══ EXERCISE MATERIAL ══

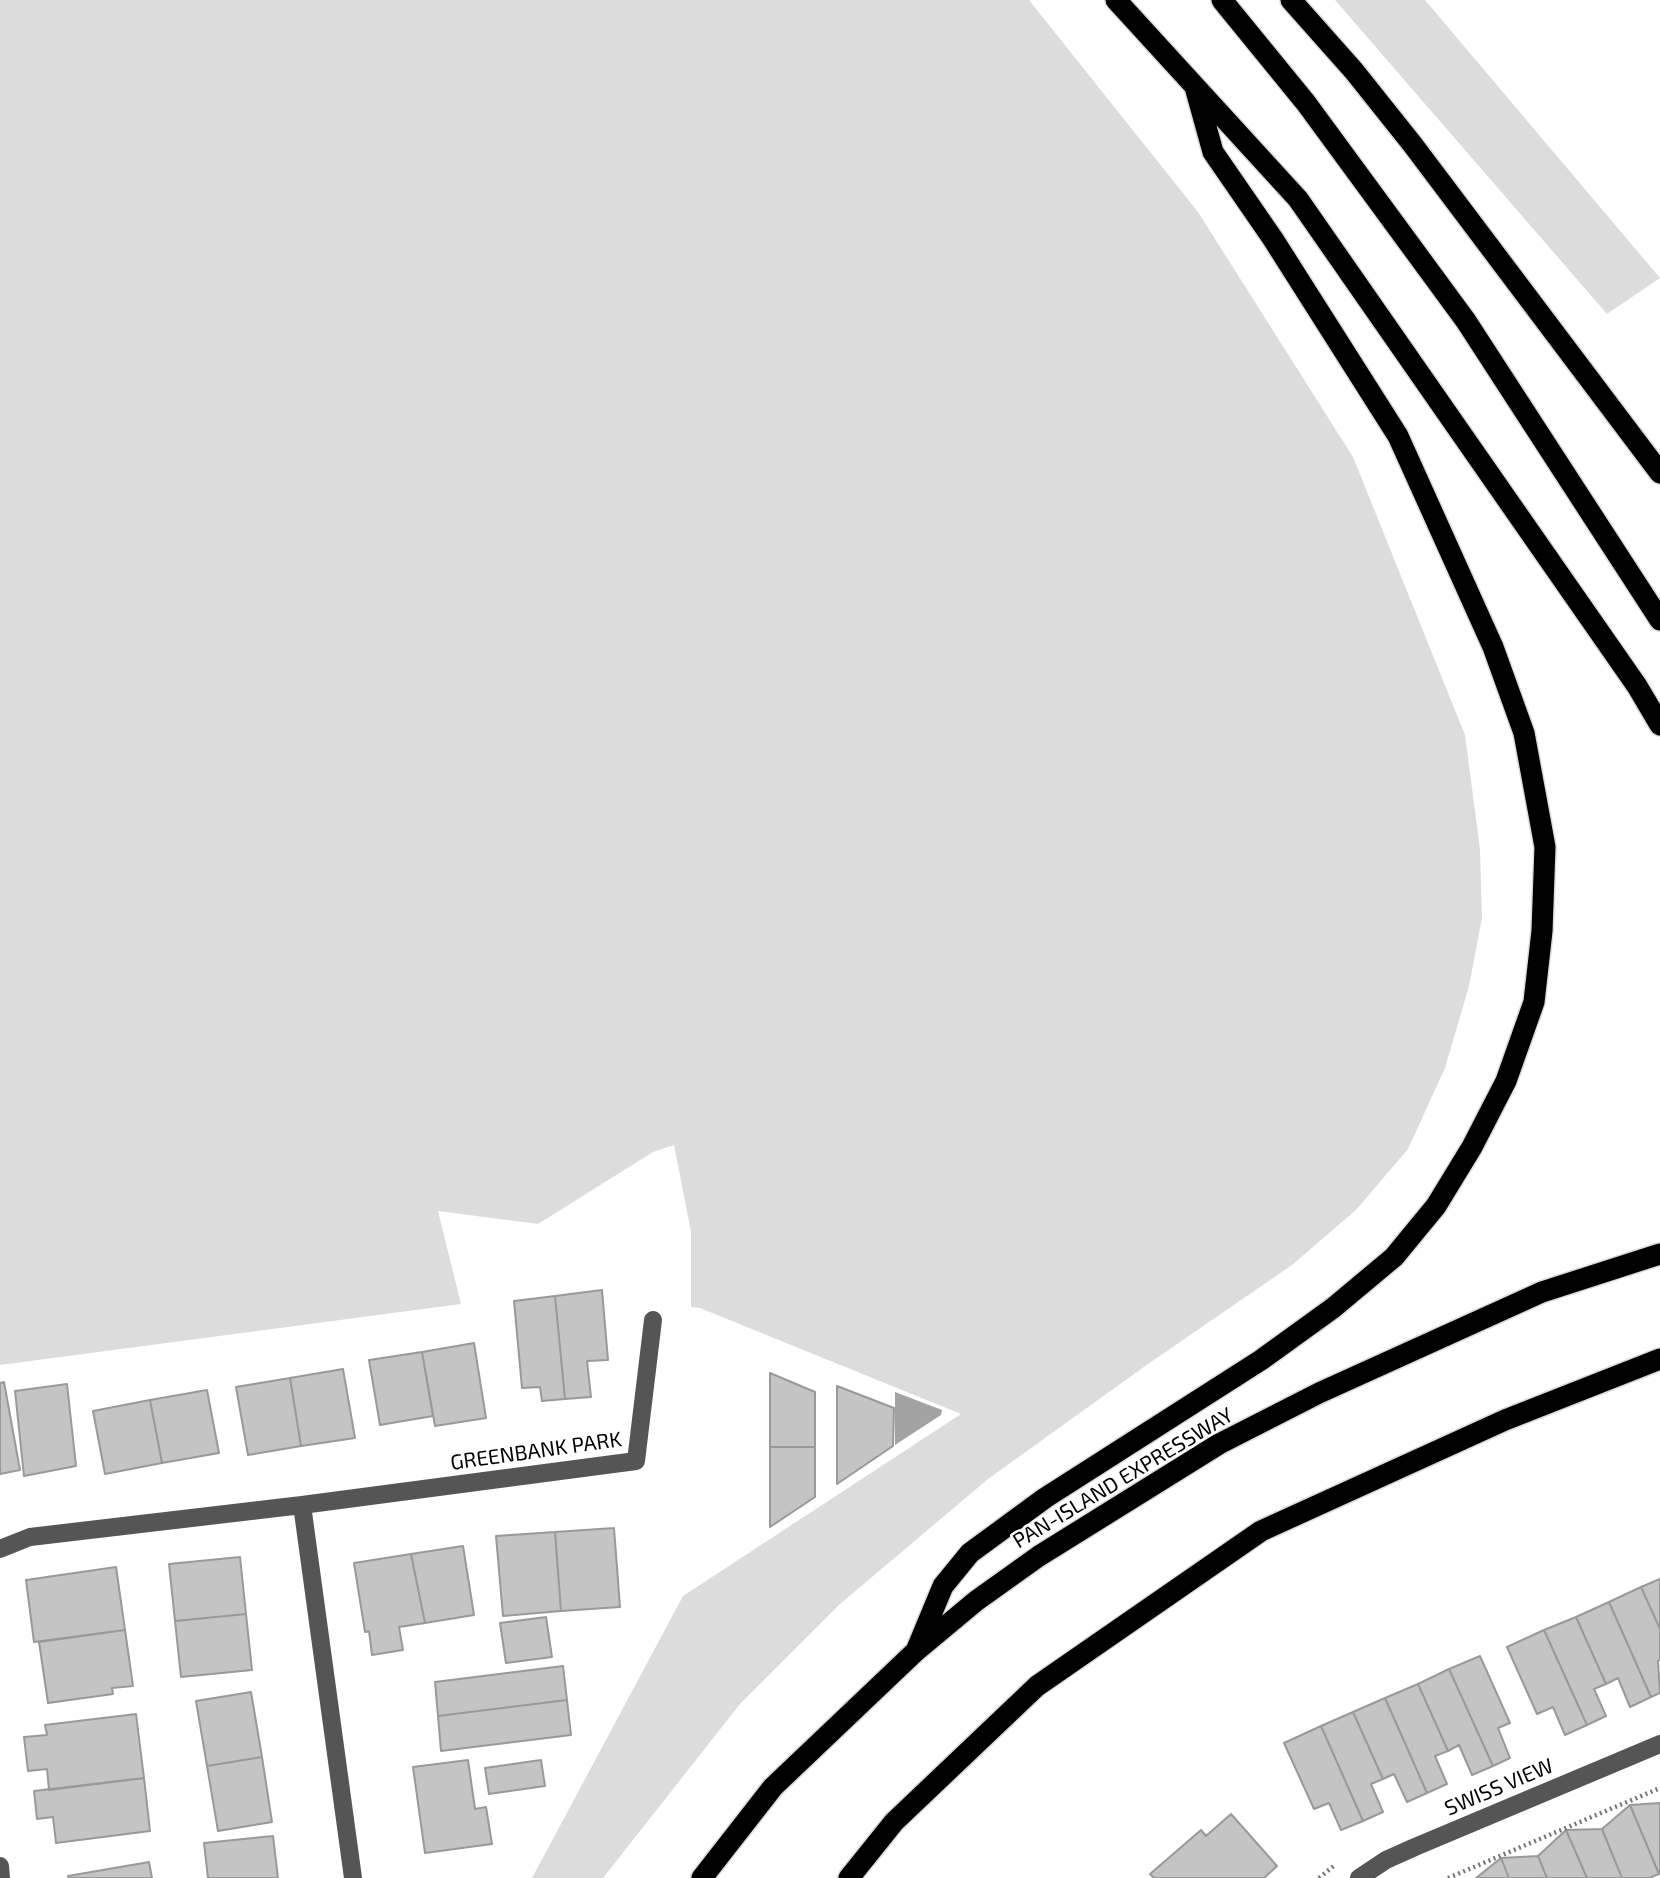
<!DOCTYPE html>
<html>
<head>
<meta charset="utf-8">
<style>
  body { margin:0 }
  canvas { display:block; background:#fff }
</style>
</head>
<body>
<canvas width="1660" height="1878"></canvas>
<script>
const g = document.querySelector('canvas').getContext('2d');
g.lineJoin = 'round';
function paint(path, color) {
  g.fillStyle = color;
  g.fill(path, 'evenodd');
}
function poly(rows) {
  const path = new Path2D();
  for (const r of rows) {
    path.moveTo(r[0], r[1]);
    for (let i = 2; i < r.length; i += 2) path.lineTo(r[i], r[i + 1]);
  }
  return path;
}
function stroke(path, color, width, dash) {
  g.strokeStyle = color;
  g.lineWidth = width;
  g.lineCap = dash ? 'butt' : 'round';
  g.setLineDash(dash || []);
  g.stroke(path);
}
function write(font, color, halo, rows, align = 'center') {
  g.font = font + ' "Exo 2",sans-serif';
  g.lineWidth = 5;
  g.setLineDash([]);
  g.textBaseline = 'middle';
  g.strokeStyle = halo;
  g.fillStyle = color;
  for (const [text, x, y, turn = 0] of rows) {
    g.save();
    g.translate(x, y);
    g.rotate((+turn || 0) * Math.PI / 180);
    g.textAlign = isNaN(turn) ? turn : align;
    if (halo) g.strokeText(text, 0, 0);
    g.fillText(text, 0, 0);
    g.restore();
  }
}
paint(poly([
  [0,0,1029,0,1198,212,1353,457,1465,735,1480,849,1482,918,1469,986,1445,1068,1408,1149,1356,1210,1292,1265,1148,1364,988,1479,840,1604,740,1704,603,1878,532,1878,683,1596,961,1414,700,1308,691,1307,691,1232,674,1145,653,1152,538,1224,438,1211,461,1304,0,1365],
  [1335,0,1425,0,1660,278,1607,314]
]), '#dcdcdc');
paint(poly([
  [895,1392,942,1410,941,1415,895,1445]
]), '#a3a3a3');
const building = poly([
  [602,1290,608,1360,587,1361,591,1397,565,1399,555,1296,602,1290],
  [555,1296,565,1399,542,1401,540,1387,522,1388,514,1301,555,1296],
  [474,1343,486,1418,435,1426,422,1352,474,1343],
  [422,1352,433,1416,380,1425,369,1360,422,1352],
  [343,1369,355,1438,301,1446,290,1378,343,1369],
  [770,1373,815,1392,815,1447,770,1447,770,1373],
  [290,1378,301,1446,248,1455,236,1387,290,1378],
  [4,1382,20,1470,0,1474,0,1383,4,1382],
  [67,1384,76,1466,24,1476,15,1391,67,1384],
  [837,1386,894,1408,893,1446,837,1484,837,1386],
  [207,1390,219,1453,162,1463,150,1400,207,1390],
  [150,1400,162,1463,105,1474,93,1411,150,1400],
  [770,1447,815,1447,815,1497,770,1527,770,1447],
  [614,1528,620,1607,561,1611,555,1532,614,1528],
  [555,1532,561,1611,503,1616,496,1536,555,1532],
  [463,1546,474,1615,425,1623,411,1554,463,1546],
  [411,1554,425,1623,399,1627,403,1650,372,1655,369,1631,365,1632,354,1563,411,1554],
  [240,1557,246,1614,175,1621,169,1564,240,1557],
  [116,1567,125,1630,34,1642,26,1580,116,1567],
  [1660,1579,1660,1629,1641,1587,1660,1579],
  [1641,1587,1660,1629,1660,1660,1658,1661,1660,1693,1651,1697,1609,1602,1641,1587],
  [1609,1602,1651,1697,1630,1707,1618,1678,1606,1684,1576,1617,1609,1602],
  [246,1614,252,1670,181,1677,175,1621,246,1614],
  [546,1617,552,1657,506,1663,500,1623,546,1617],
  [1576,1617,1606,1684,1594,1689,1606,1716,1587,1725,1544,1630,1576,1617],
  [125,1630,133,1686,112,1688,113,1694,48,1703,39,1642,125,1630],
  [1544,1630,1587,1725,1565,1735,1553,1707,1537,1714,1507,1647,1544,1630],
  [1480,1656,1510,1723,1498,1728,1510,1758,1493,1766,1449,1669,1480,1656],
  [563,1666,567,1700,438,1716,435,1682,563,1666],
  [1449,1669,1493,1766,1472,1775,1459,1745,1448,1751,1418,1684,1449,1669],
  [1418,1684,1448,1751,1435,1756,1447,1784,1427,1793,1385,1698,1418,1684],
  [251,1692,262,1757,207,1766,196,1701,251,1692],
  [1385,1698,1427,1793,1407,1802,1394,1774,1383,1779,1353,1712,1385,1698],
  [567,1700,571,1735,441,1751,438,1716,567,1700],
  [1353,1712,1383,1779,1371,1784,1383,1812,1363,1821,1321,1726,1353,1712],
  [136,1714,144,1778,49,1790,47,1769,28,1771,24,1737,47,1735,45,1725,136,1714],
  [1321,1726,1363,1821,1341,1830,1329,1803,1314,1809,1284,1743,1321,1726],
  [262,1757,272,1822,218,1831,207,1766,262,1757],
  [468,1760,475,1809,486,1807,492,1844,425,1853,413,1767,468,1760],
  [541,1760,545,1786,489,1794,485,1768,541,1760],
  [144,1778,150,1831,56,1843,53,1817,37,1819,34,1791,144,1778],
  [1660,1803,1660,1874,1659,1874,1630,1805,1660,1803],
  [1630,1805,1659,1874,1649,1878,1622,1878,1602,1829,1630,1805],
  [1231,1814,1277,1866,1264,1878,1154,1878,1150,1874,1201,1830,1206,1836,1231,1814],
  [1602,1829,1622,1878,1587,1878,1566,1830,1602,1829],
  [1566,1830,1587,1878,1547,1878,1538,1856,1566,1830],
  [273,1836,278,1878,208,1878,204,1843,273,1836],
  [1538,1856,1547,1878,1509,1878,1501,1858,1538,1856],
  [1501,1858,1509,1878,1476,1878,1501,1858],
  [149,1862,152,1878,69,1878,68,1876,149,1862]
]);
paint(building, '#c4c4c4');
stroke(building, '#999', 2);
const highway = poly([
  [1116,0,1298,199,1637,686,1660,725],
  [1222,0,1306,103,1466,321,1660,620],
  [1291,0,1354,71,1413,145,1660,473],
  [916,1651,943,1586,970,1553,1045,1498,1261,1360,1333,1308,1394,1257,1436,1206,1472,1147,1506,1081,1534,1002,1542,931,1545,847,1524,733,1493,647,1398,436,1273,239,1213,152,1195,87],
  [702,1878,773,1787,916,1651,976,1601,1039,1556,1219,1444,1319,1393,1542,1292,1660,1254],
  [849,1878,894,1822,1037,1686,1261,1531,1505,1420,1660,1359]
]);
stroke(highway, '#dbdbdb', 24);
stroke(poly([
  [1319,1878,1335,1865],
  [1448,1878,1660,1788]
]), '#777', 4.5, [2, 3.5]);
stroke(poly([
  [302,1505,353,1878],
  [0,1549,30,1537,302,1505,636,1461,653,1320],
  [0,1866,1,1878],
  [1359,1878,1386,1860,1415,1847,1660,1744]
]), '#555', 18);
stroke(highway, '#000', 21);
write('21px', '#000', '#fff', [
  ["GREENBANK PARK",536,1451,-8],
  ["PAN-ISLAND EXPRESSWAY",1123,1478,-31],
  ["SWISS VIEW",1499,1787,-23]
]);
</script>
</body>
</html>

═══

TO DO:
Which lines of the records above hold the word "color"? Copy each of them.

RESULT:
function paint(path, color) {
  g.fillStyle = color;
function stroke(path, color, width, dash) {
  g.strokeStyle = color;
function write(font, color, halo, rows, align = 'center') {
  g.fillStyle = color;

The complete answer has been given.